# Earthquake Detection Using Seisbench 

In recent years, seismology has significantly benefited from machine learning (ML), which enhances efficiency, accuracy, and scope in earthquake detection. ML automates vast data processing, reducing manual effort and enabling real-time monitoring. It improves detection accuracy by recognizing patterns and anomalies often missed by traditional methods. ML models are adaptable and scalable, suitable for various regions and capable of analyzing global seismic data simultaneously. This notebook demonstrates the integration of Seisbench a common package used for ML studies, into an earthquake detection workflow.

- [Seisbench Documentation](https://github.com/seisbench/seisbench)
- [PhaseNet Documentation](https://github.com/AI4EPS/PhaseNet)
- [PyOcto Documentation](https://github.com/yetinam/pyocto)

This notebook also leverages **parallel processing**, a method that allows multiple computations to be carried out simultaneously, significantly speeding up data analysis by utilizing multiple CPU cores concurrently.

**Author:** Marc Garcia, University of Texas - El Paso, magarcia58@miners.utep.edu

In [None]:
#Check for correct Image (GeoLab)
!printenv | grep IMAGE


In [None]:
# install necessary packages for notebook if needed
# !pip install seisbench 
# !pip install pyocto

# 1. Select Region of Interest(Cascadia Subduction Zone)

The Cascadia Subduction Zone is a major fault line stretching from northern California to British Columbia, where the Juan de Fuca Plate is subducting beneath the North American Plate. This region is known for producing significant seismic activity, including potential megathrust earthquakes.

For this study, we chose the UW (University of Washington) seismic network, which is ideal for testing and demonstrating our machine learning-based earthquake detection workflow. This demo is centered around the recent **magnitude 6.4 earthquake that occurred on July 11, 2024**, approximately 120 miles off Vancouver Island. This earthquake, the largest in a recent series of quakes, highlights the active seismic nature of the Cascadia region.

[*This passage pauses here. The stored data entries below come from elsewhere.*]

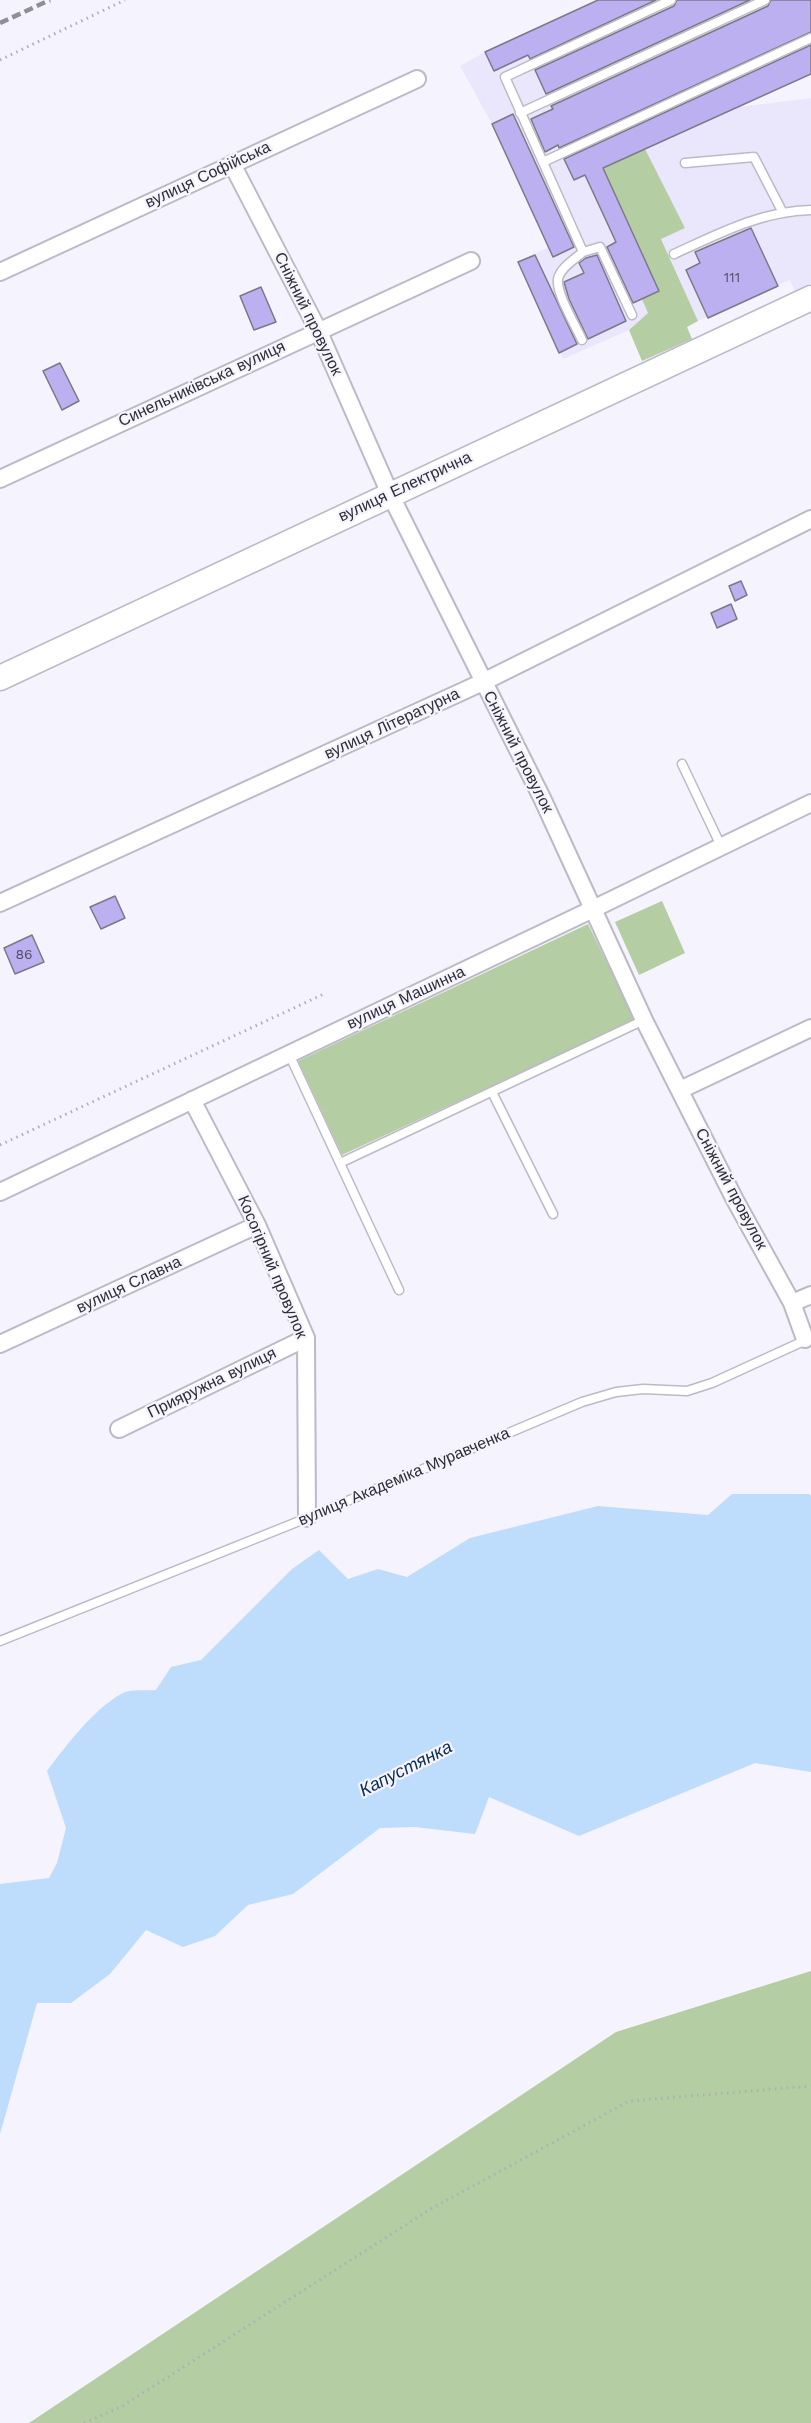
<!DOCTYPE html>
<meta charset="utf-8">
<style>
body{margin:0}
canvas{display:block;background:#f4f3fe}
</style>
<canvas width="811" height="2423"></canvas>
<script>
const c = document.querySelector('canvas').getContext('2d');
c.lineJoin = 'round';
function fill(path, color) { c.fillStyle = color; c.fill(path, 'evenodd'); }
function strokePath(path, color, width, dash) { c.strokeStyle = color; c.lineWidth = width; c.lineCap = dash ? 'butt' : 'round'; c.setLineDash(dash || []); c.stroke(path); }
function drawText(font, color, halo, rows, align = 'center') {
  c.font = font + ' "Work Sans",sans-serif'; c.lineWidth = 4.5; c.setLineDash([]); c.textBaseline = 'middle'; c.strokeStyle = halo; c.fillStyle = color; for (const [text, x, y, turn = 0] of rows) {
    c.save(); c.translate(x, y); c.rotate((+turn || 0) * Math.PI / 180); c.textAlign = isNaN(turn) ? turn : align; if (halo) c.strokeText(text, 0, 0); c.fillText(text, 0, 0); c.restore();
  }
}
fill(new Path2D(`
 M598,0h213v74l-72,33 72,-9v185l-16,8 -5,-11 -92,41 -37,-83 24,-10 -82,-60 56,123 -11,22 -19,17 -66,29 -45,-97 31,-15 -57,-123 -32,-58 25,-14z`), '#eae7fd');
fill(new Path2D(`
 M645,149l40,79 -24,11 37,82 -11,6 5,12 -50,22 -13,-31 19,-17 -6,-14 17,-8 -56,-123z
 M662,901l23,52 -46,22 -24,-53z
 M588,924l47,96 -293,135 -44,-94z
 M811,1971v452h-782l587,-391z`), '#b5cda2');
fill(new Path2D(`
 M732,1494h77l2,2v276l-56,-9 -176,73 -90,-39 -14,37 -60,-7 -35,1 -87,66 -45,11 -33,31 -32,11 -37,-17 -36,44 -39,29h-34l-37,131v-250l49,-6 8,-15 9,-35 -19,-57c19,-25 47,-63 76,-78 8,-4 23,-2 33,-3l15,-23 30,-7 91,-91 27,-19 29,29 30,-10 29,8 63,-39 128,-32 110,9z`), '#bedcfc');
const building = new Path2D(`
 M598,0h58l-126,59 -2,-4 -34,16 -9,-19z
 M677,0h73l-204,94 -11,-24 139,-64z
 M771,0h40v32l-252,116 -1,-3 -13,7 -14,-33 22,-10 -2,-3 217,-100z
 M811,45v29l-208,94 56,123 -26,12 -26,-56 9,-5 -31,-67 -11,5 -10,-21z
 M513,114l61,133 -21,10 -61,-133z
 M751,228l27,58 -70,32 -22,-48 14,-7 -5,-11z
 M535,255l42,89 -18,9 -41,-91z
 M597,255l29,66 -38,18 -19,-40 -5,-17 20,-9 -5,-10 7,-5z
 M261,287l15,35 -22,8 -14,-34z
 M60,363l19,38 -17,9 -19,-39z
 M741,581l6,14 -12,6 -6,-15z
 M731,604l6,15 -20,9 -6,-15z
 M115,896l10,22 -24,11 -11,-22z
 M32,935l12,27 -29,12 -11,-26z`);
fill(building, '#bcb0f0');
strokePath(building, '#7b7986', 1.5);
const lane = new Path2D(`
 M520,113l245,-113
 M543,162l268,-124
 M685,163l69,-6 29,56
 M583,252l17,-5 32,68
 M674,254c44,-20 87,-43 137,-44
 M582,340c-6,-14 -26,-46 -24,-61 2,-11 17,-20 25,-27l-78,-175 166,-77
 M682,764l39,82
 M289,1054l110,236
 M492,1092l61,122
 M340,1163l304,-143
 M0,1641l307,-123 275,-116 34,-10 27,-3 44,2 25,-8 94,-43`);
const street = new Path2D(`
 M232,164l86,166 72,164 152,304 102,222 91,180 57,103 13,36
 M0,272l417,-193
 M0,479l471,-218
 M0,903l483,-221 328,-163
 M680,1090l131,-62
 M192,1100l65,125 49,113 1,180
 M0,1192l593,-283 218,-106
 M792,1303l19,-8
 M0,1344l257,-119
 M119,1429l187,-91`);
const secondary = new Path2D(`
 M0,678l811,-380`);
strokePath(lane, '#bcbac7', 11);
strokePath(street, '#bcbac7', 20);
strokePath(secondary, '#bcbac7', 27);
strokePath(new Path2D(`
 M0,60l125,-60
 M0,1145l326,-152
 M84,2423l37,-16 308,-197 200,-109 182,-15`), '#afaeb7', 3, [1.5, 4.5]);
strokePath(lane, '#fff', 8);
strokePath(street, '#fff', 16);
strokePath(secondary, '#fff', 24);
strokePath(new Path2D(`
 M0,23l50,-23`), '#8f8e96', 4.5, [9, 4.5]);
drawText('14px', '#524e63', null, [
 ["111",732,278],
 ["86",24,955]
]);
drawText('16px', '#2f2e34', '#f4f3fe', [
 ["вулиця Софійська",208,175,-25],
 ["Сніжний провулок",308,314,64],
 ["Синельниківська вулиця",202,384,-25],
 ["вулиця Електрична",405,487,-25],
 ["вулиця Літературна",392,724,-25],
 ["Сніжний провулок",518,752,63],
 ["вулиця Машинна",406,998,-25],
 ["Сніжний провулок",731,1189,62],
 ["Косогірний провулок",272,1267,67],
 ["вулиця Славна",129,1285,-25],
 ["Прияружна вулиця",212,1383,-26],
 ["вулиця Академіка Муравченка",404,1477,-23]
]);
drawText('italic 18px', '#0b2f50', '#f4f3fe', [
 ["Капустянка",406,1769,-27]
]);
</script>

We start by developing a station list by pulling in stations within the defined geographic bounds of the Cascadia Subduction Zone using the ObsPy library. The following code snippet defines the client and geographic bounds, sets the time range for active channels in 2024, and fetches station metadata for the PNSN network (UW) with the desired channels.

In [None]:
from obspy.clients.fdsn import Client
from obspy import UTCDateTime

# Define the client and geographic bounds of the Cascadia Subduction Zone
client = Client("IRIS")
min_latitude = 40.0
max_latitude = 50.0
min_longitude = -125.0
max_longitude = -120.0

# Define the time range for active channels in 2024
starttime = UTCDateTime('2024-01-01')
endtime = UTCDateTime('2024-12-31')

# Fetch station metadata within the defined region for the PNSN network UW, with desired channels
inv = client.get_stations(network="UW", station="*", location="*", channel="HH*", 
                                minlatitude=min_latitude, maxlatitude=max_latitude,
                                minlongitude=min_longitude, maxlongitude=max_longitude,
                                starttime=starttime, endtime=endtime, level="response")

print(inv)

## Visualizing the stations within the region to understand their distribution and coverage

In [None]:
import matplotlib.pyplot as plt
import cartopy.crs as ccrs
import cartopy.feature as cfeature

# Extract station coordinates
stations = [(station.latitude, station.longitude) for network in inv for station in network.stations]

# Create a plot
fig = plt.figure(figsize=(10, 8))
ax = fig.add_subplot(1, 1, 1, projection=ccrs.PlateCarree())

# Add geographic features
ax.add_feature(cfeature.LAND)
ax.add_feature(cfeature.OCEAN)
ax.add_feature(cfeature.COASTLINE)
ax.add_feature(cfeature.BORDERS, linestyle=':')

# Set the map bounds
ax.set_extent([min_longitude, max_longitude, min_latitude, max_latitude], crs=ccrs.PlateCarree())

# Plot the stations
if stations:
    lats, lons = zip(*stations)
    ax.scatter(lons, lats, color='red', marker='o', transform=ccrs.PlateCarree(), label='PNSN Stations')

# Add labels and title
ax.set_title('PNSN Stations in the Cascadia Subduction Zone')
ax.legend()

# Show the plot
plt.show()

# 2. Phase Picking with PhaseNet (Seisbench) 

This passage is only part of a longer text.